No. of Recommendations: 3
"Insurance administrative costs
in the U.S. are a significant portion of total healthcare spending, typically ranging from 15% to 30%, with some estimates putting total administrative burden even higher, at one-quarter to one-third of all healthcare dollars, primarily due to complex billing, coding, and insurance processes. While public programs like Medicare have low overhead (2-5%), private insurance and hospital systems face much higher administrative loads, significantly driving up overall U.S. healthcare costs compared to other countries."
Maybe I'm asking the question wrong.You are, I think.
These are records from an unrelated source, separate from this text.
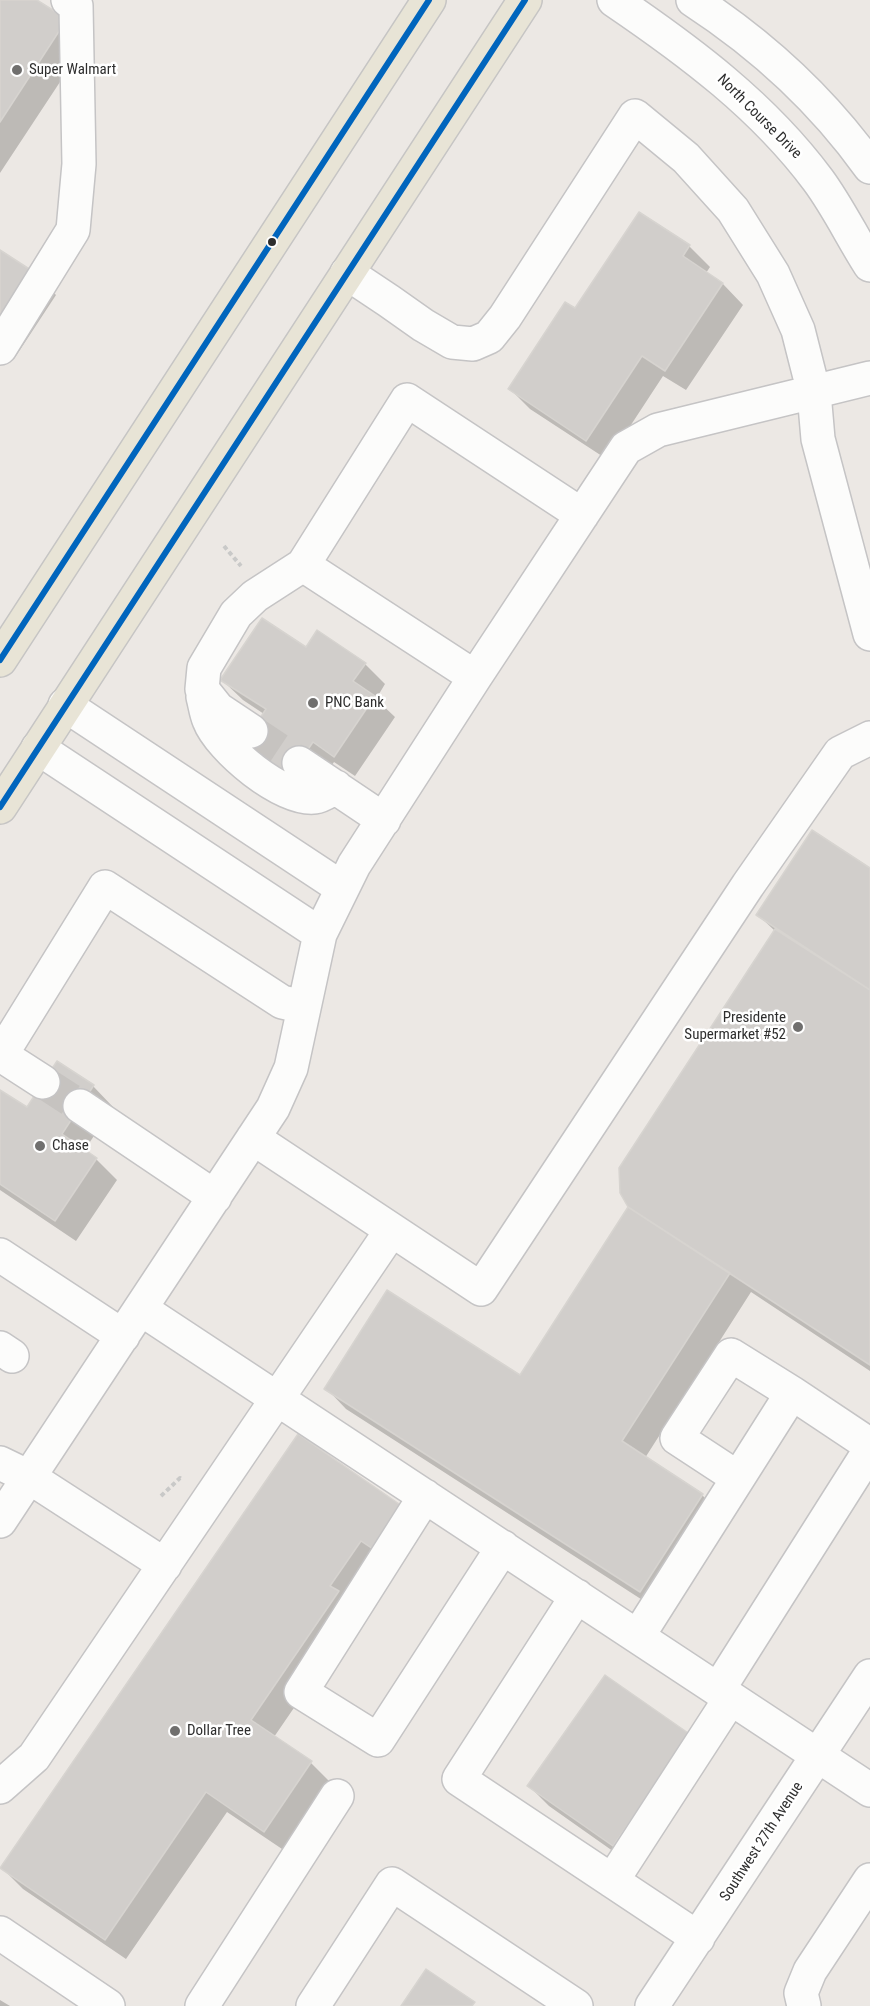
<!DOCTYPE html>
<html>
<head>
<meta charset="utf-8">
<style>
	body { margin:0 }
	canvas { display:block; background:#ece8e4 }
</style>
</head>
<body>
<canvas width="870" height="2006"></canvas>
<script>
const ctx = document.querySelector('canvas').getContext('2d');
ctx.lineJoin = 'round';
function fillPath(path, color) {
  ctx.fillStyle = color;
  ctx.fill(path, 'evenodd');
}
function strokePath(path, color, width, dash) {
  ctx.strokeStyle = color;
  ctx.lineWidth = width;
  ctx.lineCap = dash ? 'butt' : 'round';
  ctx.setLineDash(dash || []);
  ctx.stroke(path);
}
function write(font, color, halo, rows, align = 'center') {
  ctx.font = font + ' "Roboto Condensed",sans-serif';
  ctx.lineWidth = 5;
  ctx.setLineDash([]);
  ctx.textBaseline = 'middle';
  ctx.strokeStyle = halo;
  ctx.fillStyle = color;
  for (const [text, x, y, turn = 0] of rows) {
    ctx.save();
    ctx.translate(x, y);
    ctx.rotate((+turn || 0) * Math.PI / 180);
    ctx.textAlign = isNaN(turn) ? turn : align;
    if (halo) ctx.strokeText(text, 0, 0);
    ctx.fillText(text, 0, 0);
    ctx.restore();
  }
}
const shadow = new Path2D(`
	M0 0H35L87 41 0 173Z
	M689 246 710 267 706 273 723 284 743 305 686 390 663 376 608 460 530 409 510 389 575 310Z
	M0 252 36 275 56 295 14 359 0 350Z
	M306 649 365 664 385 684 376 699 395 717 355 776 334 762 311 796 264 714 243 700 222 680Z
	M870 870V1371L751 1292 645 1458 702 1495 723 1516 661 1612 346 1409 326 1388 520 1377 629 1207 775 931 758 915Z
	M93 1086 113 1107 84 1151 96 1159 117 1180 76 1241 0 1190V1091L27 1109Z
	M298 1436 394 1568 359 1613 274 1737 311 1763 331 1783 285 1851 227 1812 126 1959 23 1889 2 1868Z
	M690 1736 634 1866 549 1806 529 1786Z
	M0 2000 10 2006H0Z`);
const building = new Path2D(`
	M0 0H37L67 19 0 122Z
	M639 212 690 245 683 256 723 283 665 371 642 356 586 441 508 389 565 302 575 308Z
	M0 250 37 274 0 329Z
	M262 618 306 647 317 630 366 663 353 681 375 696 334 757 313 742 290 776 242 745 266 709 220 680Z
	M812 830 870 868V990L756 915Z
	M775 929 870 990V1365L628 1207 620 1193 619 1168Z
	M57 1061 94 1085 62 1134 97 1158 55 1221 0 1184V1090L27 1107Z
	M628 1207 730 1273 622 1441 703 1494 640 1592 324 1389 387 1290 520 1375Z
	M298 1434 402 1506 373 1549 361 1541 330 1586 339 1591 251 1720 312 1761 264 1832 206 1792 105 1940 0 1868Z
	M605 1675 691 1735 613 1846 527 1786Z
	M426 1969 475 2002 472 2006H401Z`);
const minorTunnel = new Path2D(`
	M251 731 299 763
	M43 1082 80 1106`);
const path = new Path2D(`
	M224 546 241 566
	M161 1496 180 1478 183 1480`);
const minor = new Path2D(`
	M614 0C689 51 763 106 818 180 838 207 852 237 870 265
	M693 0C762 45 822 100 870 167
	M347 273 389 301 423 325 452 342 473 344 489 337 505 317 635 116 686 158 733 210 773 274 798 330 814 393 818 439 870 634
	M0 348 73 230 79 164 76 6 68 0
	M475 677 303 565 407 400 582 515
	M203 697C205 704 206 713 209 720 220 749 283 801 315 797 322 796 330 790 336 787
	M65 705 342 888
	M251 731 218 709 202 689 204 668 236 614 255 596 303 565
	M38 748 320 934
	M299 763 384 820
	M43 1082 1 1055 105 887 282 1002 304 1007
	M80 1106 215 1197
	M253 1138 481 1289 748 885 840 753 870 738
	M0 1255 123 1336
	M141 1309 870 1790
	M0 1348 12 1356
	M0 1463 29 1477 165 1565
	M738 1478 677 1438 731 1355 792 1393
	M425 1496 301 1692 378 1740 503 1547
	M0 1521 273 1108 291 1068 320 934 354 865 475 677 626 448 658 430 870 378
	M577 1596 459 1779 698 1938
	M638 1636 792 1393 870 1445
	M718 1690 870 1450
	M0 1787 34 1757 391 1231
	M612 1881 730 1699
	M0 1933 108 2006
	M202 2006 337 1796
	M313 2006 392 1884 576 2006
	M652 2006 870 1676
	M804 2006 801 1993 810 1971 870 1880`);
const major = new Path2D(`
	M0 660 429 0
	M0 807 525 0`);
const bus1 = new Path2D(`
	M0 660 429 0
	M0 807 525 0`);
const markers = [
	[17,70,6,"#706f6e"],
	[272,242,5,"#2e2e2e"],
	[313,703,6,"#706f6e"],
	[798,1027,6,"#706f6e"],
	[40,1146,6,"#706f6e"],
	[175,1731,6,"#706f6e"]
];
const poiNames = [
	["Super Walmart",29,70],
	["PNC Bank",325,703],
	["Presidente",786,1018,"right"],
	["Supermarket #52",786,1035,"right"],
	["Chase",52,1146],
	["Dollar Tree",187,1731]
];
const streetNames = [
	["North Course Drive",759,117,45],
	["Southwest 27th Avenue",762,1842,-57]
];
fillPath(shadow, '#0003');
fillPath(building, '#d1cecb');
strokePath(building, '#d7d4d0', 1.5);
strokePath(minorTunnel, '#c6c3c0', 33, [33, 16]);
strokePath(minor, '#c5c4c5', 36);
strokePath(major, '#c6c5c4', 36);
strokePath(path, '#c9c9c8', 4, [4.5, 3]);
strokePath(minor, '#fcfcfb', 33);
strokePath(major, '#e8e4d6', 33);
strokePath(bus1, '#0065bd', 6);
for (const [x, y, r, color] of markers) {
  const dot = new Path2D();
  dot.arc(x, y, r, 0, 2 * Math.PI);
  ctx.fillStyle = color;
  ctx.fill(dot);
  strokePath(dot, '#fff', 2);
}
write('15px', '#2e2e2e', '#fff', poiNames, 'left');
write('15px', '#2e2e2e', '#fff', streetNames);
</script>
</body>
</html>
The federal government publishes a host of data about National Health Expenditures at the link at the bottom of this post, and Table 4 breaks down cost by program and expense. We see that the net cost of private insurance - basically the administrative load of all private health insurance - is about $150 billion. That's about 11% of total private health insurance costs...but it's only 3% of total national health care spending. When you look at the possible delta between the private load and the Medicare load (going from 11% to 3%), you're only at about 2.4%.
Again, a rounding error.
The reason for the discrepancy between those figures and the ones you cite above is that these are the costs on the insurance side, while the higher 15-30% estimates are based on some estimate of measuring
provider administrative costs. But it's not kosher to add those back into the equation for private insurance and
not for Medicare for all. Why? Because Medicare
also has lots of administrative costs and recordkeeping requirements. In fact, since more medical care is already being provided through Medicare and Medicaid ($1.9 billion vs. $1.5 billion in private insurance), if the U.S. system has massive amounts of administrative load on providers it's a pretty good indication that the
public systems are also putting providers through the wringer. Switching to Medicare doesn't make administrative load go away. You still have to keep medical records, still have to code and bill and follow up with recalcitrant payors, handle records requests from patients and deal with all of the hassles that come from providing medicine in the American system.
Which means there's not going to be much savings with a switch to single payer. Virtually none on the insurer side, and very little on the provider side. Which, again, is why state efforts to do this have all come to naught.